Comment author: owencb 01 June 2015 12:40:01PM 0 points [-]

I'm not suggesting that the problems would come from what we normally think of as software bugs (though see the suggestion in this comment). I'm suggesting that they would come from a failure to specify the right things in a complex scenario -- and that this problem bears enough similarities to software bugs that they could be a good test bed for working out how to approach such problems.

Comment author: bortels 01 June 2015 08:46:15PM *  0 points [-]

The flaws leading to an unexpectedly unfriendly AI certainly might lead back to a flaw in the design - but I think it is overly optimistic to think that the human mind (or a group of minds, or perhaps any mind) is capable of reliably creating specs that are sufficient to avoid this. We can and do spend tremendous time on this sort of thing already, and bad things still happen. You hold the shuttle up as an example of reliability done right (which it is) - but it still blew up, because not all of shuttle design is software. In the same way, the issue could arise from some environmental issue that alters the AI in such a way that it is unpredictable - power fluctuations, bit flip, who knows. The world is a horribly non-deterministic place, from a human POV.

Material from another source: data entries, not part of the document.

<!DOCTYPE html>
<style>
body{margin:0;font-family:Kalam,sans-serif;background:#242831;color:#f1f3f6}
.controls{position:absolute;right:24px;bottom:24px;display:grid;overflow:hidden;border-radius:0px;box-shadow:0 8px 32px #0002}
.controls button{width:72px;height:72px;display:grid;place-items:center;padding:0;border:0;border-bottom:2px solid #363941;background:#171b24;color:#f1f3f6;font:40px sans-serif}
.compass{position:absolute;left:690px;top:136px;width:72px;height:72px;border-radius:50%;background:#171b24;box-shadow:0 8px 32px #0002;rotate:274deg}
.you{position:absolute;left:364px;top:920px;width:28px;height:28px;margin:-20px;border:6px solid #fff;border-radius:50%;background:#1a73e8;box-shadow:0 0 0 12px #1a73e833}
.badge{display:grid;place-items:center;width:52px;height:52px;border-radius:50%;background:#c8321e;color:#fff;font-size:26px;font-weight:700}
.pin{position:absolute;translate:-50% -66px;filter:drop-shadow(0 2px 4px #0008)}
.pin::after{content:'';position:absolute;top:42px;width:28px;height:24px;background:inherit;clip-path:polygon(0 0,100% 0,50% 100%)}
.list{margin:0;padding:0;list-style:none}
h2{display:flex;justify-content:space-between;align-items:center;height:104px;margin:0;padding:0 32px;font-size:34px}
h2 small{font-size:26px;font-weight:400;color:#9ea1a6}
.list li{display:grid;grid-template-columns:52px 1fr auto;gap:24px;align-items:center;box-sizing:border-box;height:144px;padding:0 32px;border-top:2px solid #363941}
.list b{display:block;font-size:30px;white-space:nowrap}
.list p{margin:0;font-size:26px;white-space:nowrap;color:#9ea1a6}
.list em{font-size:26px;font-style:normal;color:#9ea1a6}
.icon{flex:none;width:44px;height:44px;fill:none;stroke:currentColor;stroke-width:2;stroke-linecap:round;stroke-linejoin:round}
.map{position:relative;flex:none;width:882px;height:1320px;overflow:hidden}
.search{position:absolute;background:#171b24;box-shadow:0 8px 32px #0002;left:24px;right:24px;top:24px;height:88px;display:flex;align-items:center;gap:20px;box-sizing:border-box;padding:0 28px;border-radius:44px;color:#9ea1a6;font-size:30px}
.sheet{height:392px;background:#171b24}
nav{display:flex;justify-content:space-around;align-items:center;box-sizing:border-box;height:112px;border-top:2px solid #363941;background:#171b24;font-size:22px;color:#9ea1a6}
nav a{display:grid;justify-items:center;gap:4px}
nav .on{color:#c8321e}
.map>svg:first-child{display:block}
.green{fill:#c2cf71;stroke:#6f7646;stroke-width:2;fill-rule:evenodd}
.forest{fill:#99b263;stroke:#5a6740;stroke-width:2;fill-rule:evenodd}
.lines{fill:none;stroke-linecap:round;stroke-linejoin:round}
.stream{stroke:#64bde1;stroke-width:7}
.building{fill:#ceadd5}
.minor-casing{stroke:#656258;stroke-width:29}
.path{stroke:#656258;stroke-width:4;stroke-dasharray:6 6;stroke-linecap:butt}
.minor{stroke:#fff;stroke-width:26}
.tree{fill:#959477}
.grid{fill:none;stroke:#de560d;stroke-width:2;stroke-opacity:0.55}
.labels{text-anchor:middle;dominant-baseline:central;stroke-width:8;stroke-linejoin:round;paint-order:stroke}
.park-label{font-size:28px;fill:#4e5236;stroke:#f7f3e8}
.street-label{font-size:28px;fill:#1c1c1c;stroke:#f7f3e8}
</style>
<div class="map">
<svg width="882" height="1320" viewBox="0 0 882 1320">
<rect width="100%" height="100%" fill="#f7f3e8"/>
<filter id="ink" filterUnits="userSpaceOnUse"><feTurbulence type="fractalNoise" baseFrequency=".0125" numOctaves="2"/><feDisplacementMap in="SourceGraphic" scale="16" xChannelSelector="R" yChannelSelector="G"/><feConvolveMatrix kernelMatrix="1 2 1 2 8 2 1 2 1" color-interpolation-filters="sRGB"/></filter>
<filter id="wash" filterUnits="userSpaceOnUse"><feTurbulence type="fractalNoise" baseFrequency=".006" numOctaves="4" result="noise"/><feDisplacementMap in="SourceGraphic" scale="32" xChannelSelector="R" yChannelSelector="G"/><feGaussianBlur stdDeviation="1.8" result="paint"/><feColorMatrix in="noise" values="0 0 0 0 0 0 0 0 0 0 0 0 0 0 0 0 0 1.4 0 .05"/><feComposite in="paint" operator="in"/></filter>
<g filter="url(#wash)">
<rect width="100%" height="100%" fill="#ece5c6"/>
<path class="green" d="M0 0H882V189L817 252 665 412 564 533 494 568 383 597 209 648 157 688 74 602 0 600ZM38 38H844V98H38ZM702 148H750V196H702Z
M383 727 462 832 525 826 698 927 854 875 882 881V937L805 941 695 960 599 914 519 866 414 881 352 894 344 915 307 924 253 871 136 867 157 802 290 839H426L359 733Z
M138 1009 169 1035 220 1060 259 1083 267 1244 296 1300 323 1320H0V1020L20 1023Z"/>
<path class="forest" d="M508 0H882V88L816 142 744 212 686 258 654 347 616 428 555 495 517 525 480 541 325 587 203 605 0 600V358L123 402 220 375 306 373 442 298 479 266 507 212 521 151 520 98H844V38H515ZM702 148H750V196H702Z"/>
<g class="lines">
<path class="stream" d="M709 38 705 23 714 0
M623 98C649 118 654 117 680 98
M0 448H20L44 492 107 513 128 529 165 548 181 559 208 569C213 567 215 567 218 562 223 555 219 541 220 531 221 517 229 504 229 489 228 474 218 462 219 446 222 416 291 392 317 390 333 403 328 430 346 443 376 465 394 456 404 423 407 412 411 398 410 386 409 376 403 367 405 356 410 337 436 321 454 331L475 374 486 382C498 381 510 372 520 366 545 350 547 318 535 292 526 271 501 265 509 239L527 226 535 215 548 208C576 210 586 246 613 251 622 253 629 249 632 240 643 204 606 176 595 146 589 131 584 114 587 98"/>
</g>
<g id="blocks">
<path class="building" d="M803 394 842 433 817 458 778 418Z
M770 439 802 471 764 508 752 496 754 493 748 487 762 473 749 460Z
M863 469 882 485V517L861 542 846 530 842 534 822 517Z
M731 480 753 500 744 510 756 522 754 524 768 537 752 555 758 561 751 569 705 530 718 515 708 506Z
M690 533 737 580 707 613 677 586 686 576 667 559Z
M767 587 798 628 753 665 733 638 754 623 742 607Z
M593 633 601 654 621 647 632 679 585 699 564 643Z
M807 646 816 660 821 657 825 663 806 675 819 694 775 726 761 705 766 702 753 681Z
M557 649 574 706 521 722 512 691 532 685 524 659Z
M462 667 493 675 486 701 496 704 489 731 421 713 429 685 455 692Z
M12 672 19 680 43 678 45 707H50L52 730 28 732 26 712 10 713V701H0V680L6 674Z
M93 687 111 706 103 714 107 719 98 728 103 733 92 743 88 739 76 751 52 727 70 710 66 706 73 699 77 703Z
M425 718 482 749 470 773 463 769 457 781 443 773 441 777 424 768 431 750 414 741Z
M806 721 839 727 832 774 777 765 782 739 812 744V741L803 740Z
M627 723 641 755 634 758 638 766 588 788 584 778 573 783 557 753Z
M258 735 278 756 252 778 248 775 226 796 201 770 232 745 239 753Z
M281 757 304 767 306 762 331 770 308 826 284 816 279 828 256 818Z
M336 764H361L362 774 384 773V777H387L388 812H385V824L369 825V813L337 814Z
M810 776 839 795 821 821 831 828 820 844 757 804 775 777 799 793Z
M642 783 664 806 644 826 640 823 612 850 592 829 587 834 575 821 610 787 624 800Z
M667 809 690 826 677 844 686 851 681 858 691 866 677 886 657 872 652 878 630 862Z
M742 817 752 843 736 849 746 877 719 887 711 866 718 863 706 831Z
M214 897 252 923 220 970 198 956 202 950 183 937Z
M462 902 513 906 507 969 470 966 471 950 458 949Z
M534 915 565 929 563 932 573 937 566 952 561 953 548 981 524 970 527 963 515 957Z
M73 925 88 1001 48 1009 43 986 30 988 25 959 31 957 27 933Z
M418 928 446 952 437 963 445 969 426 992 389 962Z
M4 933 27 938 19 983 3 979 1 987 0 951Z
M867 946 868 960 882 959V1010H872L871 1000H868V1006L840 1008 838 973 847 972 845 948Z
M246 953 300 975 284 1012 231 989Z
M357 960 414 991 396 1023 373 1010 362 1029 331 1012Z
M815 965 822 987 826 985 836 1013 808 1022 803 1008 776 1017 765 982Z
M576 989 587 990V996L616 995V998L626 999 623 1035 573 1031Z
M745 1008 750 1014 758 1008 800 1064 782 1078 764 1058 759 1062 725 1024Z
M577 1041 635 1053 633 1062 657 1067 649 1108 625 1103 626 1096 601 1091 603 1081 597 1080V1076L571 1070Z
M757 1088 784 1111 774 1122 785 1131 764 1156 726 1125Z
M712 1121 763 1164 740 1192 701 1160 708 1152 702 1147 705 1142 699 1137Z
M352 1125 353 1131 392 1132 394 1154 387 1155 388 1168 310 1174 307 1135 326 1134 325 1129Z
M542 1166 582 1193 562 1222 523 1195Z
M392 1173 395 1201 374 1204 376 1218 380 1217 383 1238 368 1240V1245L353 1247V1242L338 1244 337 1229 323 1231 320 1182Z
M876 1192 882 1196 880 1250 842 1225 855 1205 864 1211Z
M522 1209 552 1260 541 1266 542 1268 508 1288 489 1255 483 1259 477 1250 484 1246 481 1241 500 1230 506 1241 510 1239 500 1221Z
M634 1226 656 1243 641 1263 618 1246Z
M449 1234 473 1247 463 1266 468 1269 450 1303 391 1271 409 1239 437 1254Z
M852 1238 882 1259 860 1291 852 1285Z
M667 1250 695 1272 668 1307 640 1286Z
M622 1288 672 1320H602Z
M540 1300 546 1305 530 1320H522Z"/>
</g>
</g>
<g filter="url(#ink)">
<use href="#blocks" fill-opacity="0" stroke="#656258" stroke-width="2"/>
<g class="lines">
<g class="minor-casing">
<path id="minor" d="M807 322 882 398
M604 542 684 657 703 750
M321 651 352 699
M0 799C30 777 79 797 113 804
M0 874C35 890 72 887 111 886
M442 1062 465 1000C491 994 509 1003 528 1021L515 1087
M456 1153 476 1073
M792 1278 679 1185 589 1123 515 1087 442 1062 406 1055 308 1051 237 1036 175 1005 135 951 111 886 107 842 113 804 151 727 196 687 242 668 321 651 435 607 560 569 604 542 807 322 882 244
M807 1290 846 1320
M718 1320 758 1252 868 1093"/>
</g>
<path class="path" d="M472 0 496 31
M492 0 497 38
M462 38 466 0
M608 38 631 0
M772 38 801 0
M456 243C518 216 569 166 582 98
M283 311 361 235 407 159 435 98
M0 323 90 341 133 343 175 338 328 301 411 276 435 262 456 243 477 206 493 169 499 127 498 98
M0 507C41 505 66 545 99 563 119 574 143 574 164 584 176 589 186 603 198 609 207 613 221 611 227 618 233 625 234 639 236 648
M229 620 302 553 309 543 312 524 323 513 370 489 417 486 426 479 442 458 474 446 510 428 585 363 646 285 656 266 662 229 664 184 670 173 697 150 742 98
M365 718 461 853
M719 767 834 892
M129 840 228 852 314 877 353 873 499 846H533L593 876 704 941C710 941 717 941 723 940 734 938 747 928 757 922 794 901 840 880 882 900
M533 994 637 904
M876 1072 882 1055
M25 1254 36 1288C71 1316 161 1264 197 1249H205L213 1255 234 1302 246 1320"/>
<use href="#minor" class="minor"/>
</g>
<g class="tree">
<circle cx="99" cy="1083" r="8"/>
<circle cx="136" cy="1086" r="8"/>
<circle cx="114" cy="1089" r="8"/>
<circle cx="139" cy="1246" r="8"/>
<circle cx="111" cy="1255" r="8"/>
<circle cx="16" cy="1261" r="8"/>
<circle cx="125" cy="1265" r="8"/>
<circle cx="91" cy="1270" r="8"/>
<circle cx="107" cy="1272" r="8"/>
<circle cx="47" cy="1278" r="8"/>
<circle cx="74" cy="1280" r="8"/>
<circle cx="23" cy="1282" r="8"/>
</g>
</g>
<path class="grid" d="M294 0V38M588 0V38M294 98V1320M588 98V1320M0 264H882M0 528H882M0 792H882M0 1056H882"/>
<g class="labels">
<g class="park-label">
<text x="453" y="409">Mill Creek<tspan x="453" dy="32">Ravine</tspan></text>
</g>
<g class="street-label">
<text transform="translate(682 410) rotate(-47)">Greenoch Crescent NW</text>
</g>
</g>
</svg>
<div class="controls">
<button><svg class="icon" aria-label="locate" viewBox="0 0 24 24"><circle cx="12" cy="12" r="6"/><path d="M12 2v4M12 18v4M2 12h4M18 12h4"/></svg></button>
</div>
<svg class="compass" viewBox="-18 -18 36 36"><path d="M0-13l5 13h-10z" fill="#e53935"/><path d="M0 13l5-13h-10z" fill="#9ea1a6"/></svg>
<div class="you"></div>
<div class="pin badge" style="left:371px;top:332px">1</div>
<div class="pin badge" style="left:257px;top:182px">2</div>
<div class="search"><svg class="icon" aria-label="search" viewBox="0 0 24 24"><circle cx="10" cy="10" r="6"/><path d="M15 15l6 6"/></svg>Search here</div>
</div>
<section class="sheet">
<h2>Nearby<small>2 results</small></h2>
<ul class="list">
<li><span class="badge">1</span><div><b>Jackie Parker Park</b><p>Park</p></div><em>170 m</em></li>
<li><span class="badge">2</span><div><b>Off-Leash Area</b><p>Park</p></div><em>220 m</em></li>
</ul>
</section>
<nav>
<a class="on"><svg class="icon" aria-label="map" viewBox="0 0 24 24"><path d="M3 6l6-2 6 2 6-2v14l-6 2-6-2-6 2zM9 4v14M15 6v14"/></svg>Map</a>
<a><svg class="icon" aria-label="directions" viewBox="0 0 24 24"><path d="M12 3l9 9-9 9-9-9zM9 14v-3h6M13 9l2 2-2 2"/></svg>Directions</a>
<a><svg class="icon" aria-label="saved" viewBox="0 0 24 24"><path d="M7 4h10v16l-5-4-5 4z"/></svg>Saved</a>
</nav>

By way of analogy - consider weather prediction. We have worked on it for all of history, we have satellites and supercomputers - and we are still only capable of accurate predictions for a few days or week, getting less and less accurate as we go. This isn't a case of making a mistake - it is a case of a very complex end-state arising from simple beginnings, and lacking the ability to make perfectly accurate predictions about some things. To put it another way - it may simply be the problem is not computable, now or with any forseeable technology.